I have an oscillating data as shown in the below figure and want to fit a sine curve to it. However, my result is not correct.
The function that I want to fit to this curve is:
def radius (z,phi, a0, k0,):
Z = z.reshape(z.shape[0],1)
k = np.array([k0,])
a = np.array([a0,])
r0 = 110
rs = r0 + np.sum(a*np.sin(k*Z +phi), axis=1)
return rs
a correct solution could look like this:
r_fit = radius(z, phi=np.pi/.8, a0=10,k0=0.017)

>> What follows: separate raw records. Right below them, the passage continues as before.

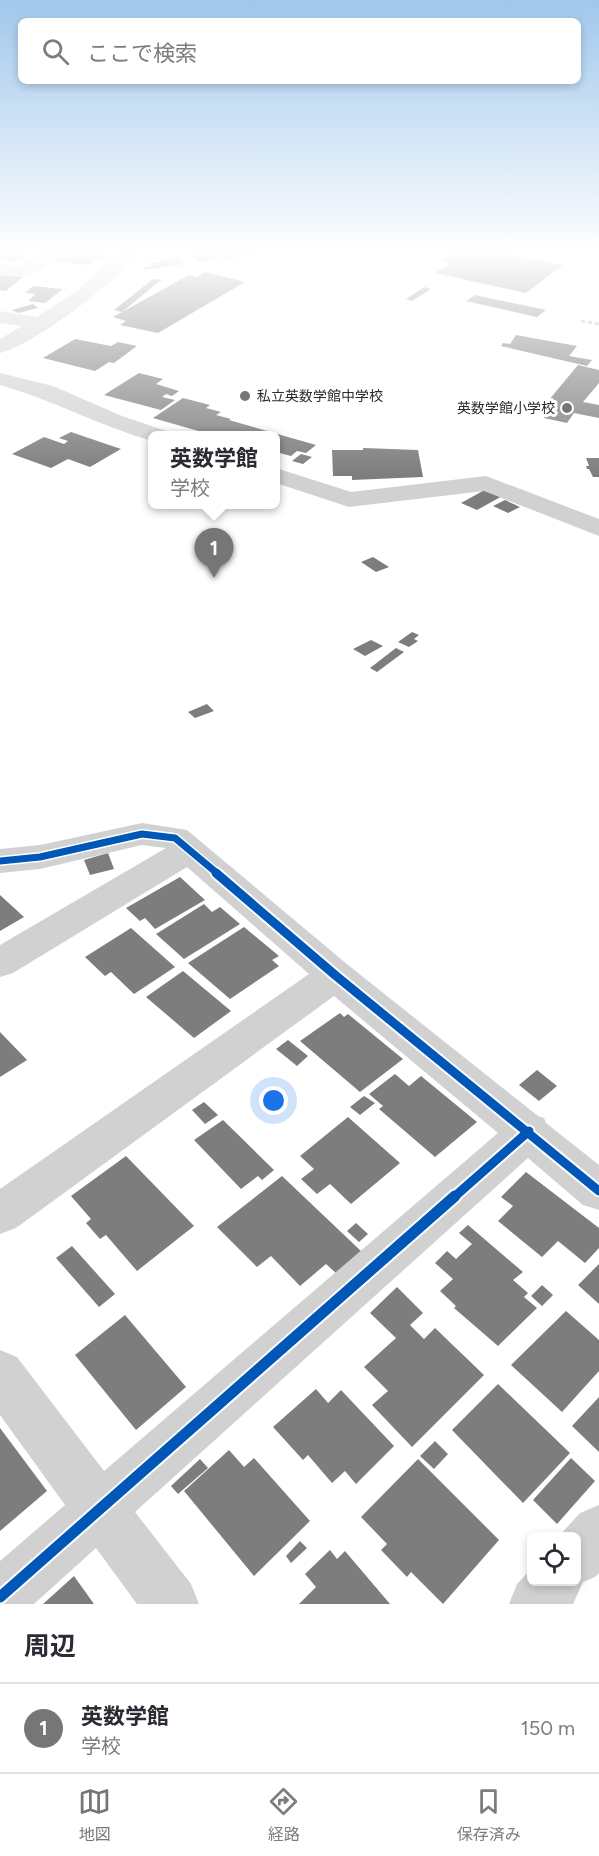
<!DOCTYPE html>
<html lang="ja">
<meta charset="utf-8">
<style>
body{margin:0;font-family:Figtree,"Noto Sans JP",sans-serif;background:#f7f7f7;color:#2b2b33}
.controls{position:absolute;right:18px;bottom:18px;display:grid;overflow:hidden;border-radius:9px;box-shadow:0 3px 9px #0003}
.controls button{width:54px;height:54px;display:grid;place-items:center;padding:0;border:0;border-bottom:2px solid #e1e1e2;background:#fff;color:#2b2b33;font:30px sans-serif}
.you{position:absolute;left:274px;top:1101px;width:21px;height:21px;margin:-15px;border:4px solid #fff;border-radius:50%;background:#1a73e8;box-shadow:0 0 0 9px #1a73e833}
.badge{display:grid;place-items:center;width:39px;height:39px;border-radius:50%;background:#767676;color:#fff;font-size:20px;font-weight:700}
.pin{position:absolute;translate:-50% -50px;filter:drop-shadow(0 2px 3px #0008)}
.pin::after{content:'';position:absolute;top:32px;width:21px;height:18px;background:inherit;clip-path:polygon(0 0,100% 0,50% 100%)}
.popup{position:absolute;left:148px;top:431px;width:132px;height:78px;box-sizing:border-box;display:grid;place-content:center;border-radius:9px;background:#fff;filter:drop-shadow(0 2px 4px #0005);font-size:20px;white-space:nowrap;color:#7c7c81}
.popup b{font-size:22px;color:#2b2b33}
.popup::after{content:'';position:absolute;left:50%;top:100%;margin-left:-12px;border:12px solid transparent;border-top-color:#fff}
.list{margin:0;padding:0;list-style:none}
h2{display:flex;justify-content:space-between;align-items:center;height:78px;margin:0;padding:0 24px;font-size:26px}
h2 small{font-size:20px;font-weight:400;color:#7c7c81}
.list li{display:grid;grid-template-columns:39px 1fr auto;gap:18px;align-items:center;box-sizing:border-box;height:90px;padding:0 24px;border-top:2px solid #e1e1e2}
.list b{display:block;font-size:22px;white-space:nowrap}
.list p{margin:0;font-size:20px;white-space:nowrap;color:#7c7c81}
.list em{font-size:20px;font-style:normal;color:#7c7c81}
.icon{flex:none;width:33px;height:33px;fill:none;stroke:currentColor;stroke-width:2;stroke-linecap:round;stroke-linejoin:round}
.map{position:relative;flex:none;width:599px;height:1604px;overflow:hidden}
.search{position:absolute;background:#fff;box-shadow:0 3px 9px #0003;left:18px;right:18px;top:18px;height:66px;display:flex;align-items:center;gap:15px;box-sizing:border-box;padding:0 21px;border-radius:9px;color:#7c7c81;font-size:22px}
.sheet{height:168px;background:#fff}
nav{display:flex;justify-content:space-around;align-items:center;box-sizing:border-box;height:84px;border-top:2px solid #e1e1e2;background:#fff;font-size:16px;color:#7c7c81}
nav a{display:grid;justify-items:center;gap:3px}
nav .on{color:#767676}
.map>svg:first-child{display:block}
</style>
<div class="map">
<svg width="599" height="1604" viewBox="0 0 599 1604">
<rect width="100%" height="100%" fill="#fff"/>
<path fill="#7d7d7d" d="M0 252H14L27 255 10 262 0 259Z
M64 252H73L106 255 88 265 53 261Z
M208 252H212L219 259 197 262 190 254Z
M234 252 239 257 224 260 217 253Z
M236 252H254L258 256 241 257Z
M454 252H497L563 265 526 293 435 273 451 263 440 260Z
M178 257 184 264 145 270 143 267 151 266 148 263 160 262 158 259Z
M205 272 245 282 158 333 120 325 126 321 113 317 189 275 197 277Z
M0 275 23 277 6 291 0 290Z
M153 279 161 280 122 312 114 310Z
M33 286 63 289 45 303 28 301 35 294 25 293Z
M424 287 431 289 412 301 406 299Z
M475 295 546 310 537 317 466 301Z
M33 304 38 308 18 313 12 310Z
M516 335 577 346 569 356 592 360 587 366 501 346 503 343 510 344Z
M75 339 111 346 118 342 137 346 114 363 109 362 95 371 43 358Z
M578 365 599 370V383L583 402 599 405V418L574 413 567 423 544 418 551 409 543 407Z
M139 373 163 379 156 384 179 391 172 396 166 394 162 397 175 400 161 410 104 395Z
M332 392 337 395 312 403 308 400Z
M183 398 210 405 206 408 221 412 216 415 231 419 229 420 316 445 306 453 297 451 291 456 276 452V436H216L153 418Z
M71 432 121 449 90 467 68 459 51 468 12 454 44 437 64 444 68 441 59 438Z
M363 448 418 450 423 477 352 480V476H333L332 450H363Z
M301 454 312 457 303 464 292 461Z
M586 458H599V477H593L589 469H587L586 466H589Z
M490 487 506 494 477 510 461 503Z
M505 500 520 507 508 513 493 506Z
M373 557 389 567 376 572 361 562Z
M412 632 419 635 414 639 418 641 409 647 398 642Z
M371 640 383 646 365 656 353 649Z
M396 648 404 652 377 672 370 668Z
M207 704 214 711 195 718 188 712Z
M108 853 114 869 90 875 84 860Z
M180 877 205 900 155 929 145 918 140 921 126 908Z
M0 895 24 917 0 931Z
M204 904 212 912 220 907 240 924 184 959 156 934Z
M244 927 279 956 272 960 279 966 230 999 188 963Z
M131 928 175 967 134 994 111 972 105 976 85 957Z
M183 971 231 1011 194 1038 146 997Z
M340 1013 344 1017 348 1014 403 1059 360 1092 300 1041Z
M0 1032 27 1060 0 1077Z
M288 1040 308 1056 297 1066 276 1049Z
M537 1070 557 1086 539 1101 519 1085Z
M395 1074 409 1086 421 1076 477 1122 435 1157 379 1109 383 1106 369 1094Z
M364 1096 375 1103 360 1115 350 1107Z
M204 1102 218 1115 205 1124 192 1110Z
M348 1117 400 1163 351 1204 330 1184 317 1194 301 1179 314 1169 300 1156Z
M223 1120 274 1170 262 1180 258 1176 241 1189 194 1140Z
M126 1156 194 1226 137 1271 106 1235 100 1239 86 1223 91 1219 71 1196Z
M526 1172 599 1228V1248L585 1263 558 1241 542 1257 498 1221 513 1206 501 1197Z
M282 1176 362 1252 337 1274 326 1264 300 1286 271 1256 257 1267 217 1227Z
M356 1223 368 1234 359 1242 347 1231Z
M468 1225 523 1272 513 1280 528 1293 524 1297 537 1308 498 1346 454 1308 456 1306 440 1291 453 1279 435 1263 447 1251 456 1259 472 1244 459 1233Z
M72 1246 115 1294 99 1307 56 1258Z
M599 1264V1304L578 1285Z
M542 1285 553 1295 542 1306 531 1296Z
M397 1287 423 1313 410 1325 424 1339 435 1328 484 1375 412 1447 372 1405 388 1391 364 1367 396 1338 370 1313Z
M566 1311 599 1340V1371L562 1412 511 1365Z
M125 1315 186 1387 136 1430 75 1355Z
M498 1384 570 1453 523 1503 452 1430Z
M316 1389 328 1403 341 1390 394 1446 356 1484 345 1471 332 1483 308 1455 303 1460 273 1427Z
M599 1397V1452L572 1426Z
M0 1428 47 1491 0 1531Z
M435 1441 448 1454 434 1469 420 1456Z
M229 1450 244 1467 254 1458 310 1521 254 1576 184 1491Z
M571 1458 595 1481 557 1524 533 1500Z
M200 1459 208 1468 178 1494 171 1486Z
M418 1459 499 1540 443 1604 411 1572 407 1577 381 1550 387 1544 361 1517Z
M300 1541 307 1548 291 1563 286 1556Z
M330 1550 337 1559 345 1551 390 1604H299L316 1587 305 1574Z
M74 1576 94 1604H43Z"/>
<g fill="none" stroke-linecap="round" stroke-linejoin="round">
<path fill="#d1d1d1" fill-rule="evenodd" d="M38 252H57C38 277 29 278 0 274V264L21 266Z
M120 252H139C118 281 34 345 0 353V339L22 326 0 323V311L37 317 78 290Z
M0 373 53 386 122 416 166 431 169 436H152V441C100 426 53 400 0 385Z
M276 468 351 492 486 476 599 519V536L484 491 349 507 276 483Z
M142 823 187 830 348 965 538 1116 544 1118 546 1123 599 1165V1210L583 1205 528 1158 135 1512 191 1584 199 1604H137L96 1548 34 1604H0V1561L65 1505 0 1415V1350L17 1357 104 1471 498 1133 334 996 16 1228 0 1234V1189L309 974 187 867 13 973 0 977V945L166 848 142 845 40 869 0 873V849L40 845Z
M599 1505V1573L595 1577 583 1582 573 1604H509L517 1584 532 1568V1582H576V1536H559L580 1513Z"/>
<path stroke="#b8b8b8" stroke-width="3" stroke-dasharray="4 3" stroke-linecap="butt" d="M581 321 599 324"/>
<g stroke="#fff" stroke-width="10">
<path id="cycleway-far2" d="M0 861 40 857 142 834 175 838 218 874"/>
</g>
<g stroke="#fff" stroke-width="13">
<path id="cycleway-far1" d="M216 873 335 975 599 1191
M453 1198 529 1131"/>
</g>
<g stroke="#fff" stroke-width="15">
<path id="cycleway" d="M0 1597 455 1196"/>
</g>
<use href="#cycleway-far2" stroke="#0057b8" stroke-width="7"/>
<use href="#cycleway-far1" stroke="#0057b8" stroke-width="9"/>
<use href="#cycleway" stroke="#0057b8" stroke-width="11"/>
</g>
<linearGradient id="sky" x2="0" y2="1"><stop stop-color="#a0c7ec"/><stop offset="0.53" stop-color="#fff"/><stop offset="1" stop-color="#fff" stop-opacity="0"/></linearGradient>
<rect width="599" height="476" fill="url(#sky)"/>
<g fill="#767676" stroke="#fff" stroke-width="2">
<circle cx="245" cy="396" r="6"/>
<circle cx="567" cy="408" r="6"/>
</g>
<g text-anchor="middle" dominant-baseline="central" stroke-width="6" stroke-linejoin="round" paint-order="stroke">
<g font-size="14" fill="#2c2c2c" stroke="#fff" text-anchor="start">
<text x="257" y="396">私立英数学館中学校</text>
<text x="555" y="408" text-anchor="end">英数学館小学校</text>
</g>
</g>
</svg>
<div class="controls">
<button><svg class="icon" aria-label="locate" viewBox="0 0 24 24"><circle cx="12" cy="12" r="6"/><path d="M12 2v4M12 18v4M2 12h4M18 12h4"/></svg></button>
</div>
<div class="you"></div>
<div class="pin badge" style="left:214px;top:578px">1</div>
<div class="popup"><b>英数学館</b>学校</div>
<div class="search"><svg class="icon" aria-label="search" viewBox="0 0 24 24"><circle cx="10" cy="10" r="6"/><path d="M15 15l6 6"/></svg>ここで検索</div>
</div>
<section class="sheet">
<h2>周辺<small></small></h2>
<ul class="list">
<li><span class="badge">1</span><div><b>英数学館</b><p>学校</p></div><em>150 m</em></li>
</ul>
</section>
<nav>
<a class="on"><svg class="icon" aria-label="map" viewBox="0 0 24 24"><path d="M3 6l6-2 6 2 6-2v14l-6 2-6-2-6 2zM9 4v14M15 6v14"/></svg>地図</a>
<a><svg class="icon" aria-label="directions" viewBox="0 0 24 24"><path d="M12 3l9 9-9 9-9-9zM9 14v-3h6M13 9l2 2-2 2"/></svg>経路</a>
<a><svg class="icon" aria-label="saved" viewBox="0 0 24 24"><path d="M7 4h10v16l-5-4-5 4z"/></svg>保存済み</a>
</nav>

plt.plot(z, r, label='data')
plt.plot(z, r_fit, label='fitted curve')
plt.legend()
My result however from fitting the curve looks:
from scipy.optimize import curve_fit
popt, pcov = curve_fit(radius, xdata=z, ydata=r)
r_fit = radius(z, *popt)
plt.plot(z, r, label='data')
plt.plot(z, r_fit, label='fitted curve')
plt.legend()
My data is also as follow:
r = np.array([100.09061214, 100.17932773, 100.45526772, 102.27891728,
113.12440802, 119.30644014, 119.86570527, 119.75184665,
117.12160143, 101.55081608, 100.07280857, 100.12880236,
100.39251753, 103.05404178, 117.15257288, 119.74048706,
119.86955437, 119.37452005, 112.83384329, 101.0507198 ,
100.05521567])
z = np.array([-407.90074345, -360.38004677, -312.99221012, -266.36934609,
-224.36240585, -188.55933945, -155.21242348, -122.02778866,
-87.84335638, -47.0274899 , 0. , 47.54559191,
94.97469981, 141.33801462, 181.59490575, 215.77219256,
248.95956379, 282.28027286, 318.16440024, 360.7246922 ,
407.940799 ])
since my function simply represents a Fourier series, I also tried scipy.fftpack.fft(r) but I couldn't reproduce a close signal to that of which I have calculated the fft.